I remember a show on British primetime in the 1980s called 3-2-1.
It was truly bizarre.
Groups of people tried to solve riddles and puzzles, and then win prizes. At the heart of it was a character called Dusty Bin (told you it was bizarre) and during the last part of the show, the host, Ted Rogers, would reveal the answers to the clues in the most baffling way possible.
It went something like this: a couple watched a scene starring celebrities, who, at the end of each one, would bring the contestants a clue and a riddle. They would then chose to reject one after trying to figure it out.
The riddles were so ridiculously oblique you had no clue what was going on.
It’s the same with TBC:SF. The thrill of it is watching the Circle talk at each other as each layer of code is broken. The reveal is often baffling and leaves you thinking: how did they get that answer?

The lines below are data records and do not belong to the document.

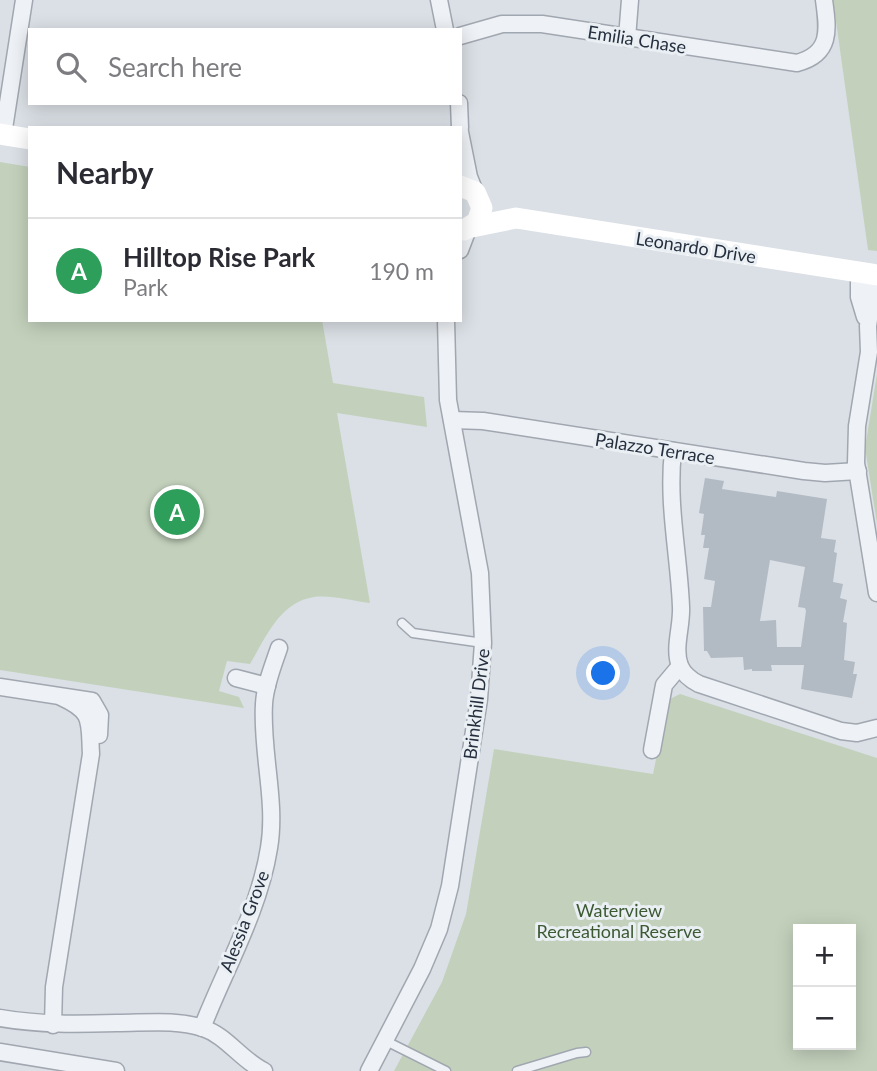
<!DOCTYPE html>
<meta charset="utf-8">
<style>
body{margin:0;font-family:Lato,sans-serif;background:#f2f2f3;color:#2b2b33}
.controls{position:absolute;right:21px;bottom:21px;display:grid;overflow:hidden;border-radius:0px;box-shadow:0 4px 18px #0003}
.controls button{width:63px;height:63px;display:grid;place-items:center;padding:0;border:0;border-bottom:2px solid #e1e1e2;background:#fff;color:#2b2b33;font:35px sans-serif}
.you{position:absolute;left:604px;top:674px;width:24px;height:24px;margin:-18px;border:5px solid #fff;border-radius:50%;background:#1a73e8;box-shadow:0 0 0 10px #1a73e833}
.badge{display:grid;place-items:center;width:46px;height:46px;border-radius:50%;background:#d23a5d;color:#fff;font-size:23px;font-weight:700}
.pin{position:absolute;translate:-50% -50%;border:4px solid #fff;box-shadow:0 2px 7px #0006}
.list{margin:0;padding:0;list-style:none}
h2{display:flex;justify-content:space-between;align-items:center;height:91px;margin:0;padding:0 28px;font-size:30px}
h2 small{font-size:23px;font-weight:400;color:#7c7c81}
.list li{display:grid;grid-template-columns:46px 1fr auto;gap:21px;align-items:center;box-sizing:border-box;height:105px;padding:0 28px;border-top:2px solid #e1e1e2}
.list b{display:block;font-size:26px;white-space:nowrap}
.list p{margin:0;font-size:23px;white-space:nowrap;color:#7c7c81}
.list em{font-size:23px;font-style:normal;color:#7c7c81}
.icon{flex:none;width:38px;height:38px;fill:none;stroke:currentColor;stroke-width:2;stroke-linecap:round;stroke-linejoin:round}
.map{position:relative;flex:none;width:877px;height:1071px;overflow:hidden}
.search{position:absolute;background:#fff;box-shadow:0 4px 18px #0003;left:28px;top:28px;width:434px;height:77px;display:flex;align-items:center;gap:18px;box-sizing:border-box;padding:0 24px;border-radius:0px;color:#7c7c81;font-size:26px}
.panel{position:absolute;background:#fff;box-shadow:0 4px 18px #0003;left:28px;top:126px;width:434px;height:196px;border-radius:0px}
.map>svg:first-child{display:block}
.green{fill:#c3d1bc;fill-rule:evenodd}
.building{fill:#b2bac3;fill-rule:evenodd}
.lines{fill:none;stroke-linecap:round;stroke-linejoin:round}
.lane-casing{stroke:#a1a7b0;stroke-width:11}
.street-casing{stroke:#a1a7b0;stroke-width:19}
.lane{stroke:#eef1f5;stroke-width:8}
.street{stroke:#eef1f5;stroke-width:16}
.secondary{stroke:#fff;stroke-width:21}
.labels{text-anchor:middle;dominant-baseline:central;stroke-width:6;stroke-linejoin:round;paint-order:stroke}
.street-label{font-size:18px;fill:#252f3d;stroke:#eaeff4}
.park-label{font-size:18px;fill:#3c5932;stroke:#eaeff4}
</style>
<div class="map">
<svg width="877" height="1071" viewBox="0 0 877 1071">
<rect width="100%" height="100%" fill="#dbe0e6"/>
<g class="green">
<path d="M833 0H877V251L868 250Z"/>
<path d="M0 162 30 167V320H322L333 383 424 397 427 427 337 413 370 603C352 601 331 595 314 597 280 602 266 637 250 664L227 661 219 691 239 697 244 708 0 670Z"/>
<path d="M877 374V524L865 448Z"/>
<path d="M680 694 877 758V1071H394L442 982 466 914 494 749 653 774 668 700ZM798 929H851V1045H798Z"/>
</g>
<path class="building" d="M705 478 724 481 722 489 776 497 777 491 827 499 821 538 836 540 834 552 837 553 833 582 843 584 840 598 847 600 843 622 847 623 844 660 855 662 853 674H857L852 698 801 689 804 665H771L772 671H752V669L744 670 743 657 711 658 707 651H704L703 607H711L715 581 704 579 709 548H703L705 535H701L704 514 699 513ZM770 560 805 567 798 607 805 608 806 611 801 647H777L776 620 760 621Z"/>
<g class="lines">
<g class="lane-casing">
<g id="lane">
<path d="M402 623 413 633 483 643"/>
<path d="M384 1040 446 1071"/>
<path d="M517 1071 577 1053 586 1052"/>
</g>
</g>
<g class="street-casing">
<g id="street">
<path d="M439 0 445 30"/>
<path d="M460 36 502 24H542L797 63C832 54 828 29 824 0"/>
<path d="M627 38 630 0"/>
<path d="M459 103 460 128"/>
<path d="M460 132 469 177 475 192"/>
<path d="M3 135 24 0"/>
<path d="M460 250 468 229"/>
<path d="M859 272V297L865 317"/>
<path d="M876 274 868 326 869 352 857 426 856 463 877 593"/>
<path d="M452 420 483 421 804 471 825 473 858 471"/>
<path d="M673 451C667 504 679 555 681 607 682 627 673 648 680 666 684 675 691 680 699 684L841 731 857 733 877 728"/>
<path d="M236 678 267 686"/>
<path d="M0 687 92 701 100 715 99 735"/>
<path d="M652 750 664 685 680 666"/>
<path d="M0 1018C40 1025 78 1024 117 1023 145 1023 176 1019 203 1028 227 1036 241 1060 264 1071"/>
<path d="M53 1025 54 987 91 754C89 721 94 712 61 697"/>
<path d="M202 1028C225 969 259 911 269 848 277 801 261 752 264 704 265 685 273 666 279 648"/>
<path d="M0 1052 116 1071"/>
<path d="M369 1071 422 969 439 929 450 886 479 699 483 643 480 573 448 400 446 320"/>
</g>
</g>
<use href="#lane" class="lane"/>
<use href="#street" class="street"/>
<g class="secondary">
<path d="M0 134 30 139"/>
<path d="M460 186 475 192 482 208 477 222 464 230"/>
<path d="M472 227 516 218 877 275"/>
</g>
</g>
<g class="labels">
<g class="street-label">
<text transform="translate(637 39) rotate(9)">Emilia Chase</text>
<text transform="translate(696 247) rotate(9)">Leonardo Drive</text>
<text transform="translate(655 448) rotate(9)">Palazzo Terrace</text>
<text transform="translate(476 704) rotate(-83)">Brinkhill Drive</text>
<text transform="translate(244 921) rotate(-69)">Alessia Grove</text>
</g>
<g class="park-label">
<text x="619" y="910">Waterview<tspan x="619" dy="21">Recreational Reserve</tspan></text>
</g>
</g>
</svg>
<div class="controls">
<button>+</button>
<button>−</button>
</div>
<div class="you"></div>
<div class="pin badge" style="left:177px;top:512px;background:#2e9e5b">A</div>
<div class="search"><svg class="icon" aria-label="search" viewBox="0 0 24 24"><circle cx="10" cy="10" r="6"/><path d="M15 15l6 6"/></svg>Search here</div>
<section class="panel">
<h2>Nearby<small></small></h2>
<ul class="list">
<li><span class="badge" style="background:#2e9e5b">A</span><div><b>Hilltop Rise Park</b><p>Park</p></div><em>190 m</em></li>
</ul>
</section>
</div>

It doesn’t matter how they got to where they got to know, watching them get there is strangely satisfying.
Using this method, they figured out that Jean was being kept in The Grosvenor Hotel, and hatched a plan to get her out. But not before something else happened: Hayley and Ilya the Russian cellist’s friendship had progressed to the point where he was invited around to he apartment. There he stole the new encryption machine Hayley had constructed.
Ilya had played her. The Russians wanted the machine.
And then the finale: the Circle busted out Jean from the hotel just in the nick of time (of course they did), they managed to track down Ilya and determine that he was part of a group of spies including Deborah Mitchell, who wanted to defect and take the machine with her. The fact that Micthell was involved was no real surprise.
They accomplished all of this with time for a drink in the jazz bar right at the end, with Hayley professing her love for Jean and figuring out that there was a Russian mole on the inside, whose identity was still to be revealed.
It was hardly Line Of Duty, but it did set things up for an arc in the next series, if there is to be one.
As they clinked drinks and laughed to each other with jazz blaring out from the stage, we were left to ponder TBC:SF.
It won’t change the world or reinvent the wheel. Quite the opposite: it often relied on too many familiar beats and stuck to a fairly rigid structure (not least the bar, which felt like a device you’d see in a sitcom or soap opera). But it was watchable, especially these last four episodes.
I just wish it taken a few more risks, threw off its shackles and really went for it more often. Not that the look of it helped. It looked cheap and cheerful, too bright and something you’d see somewhere in a daytime schedule.
Edgy, but not too edgy enough for primetime.
And yet, I wonder if it will return, or enough people have enjoyed it.
We’ll soon find out. Farewell for now, Circle ladies.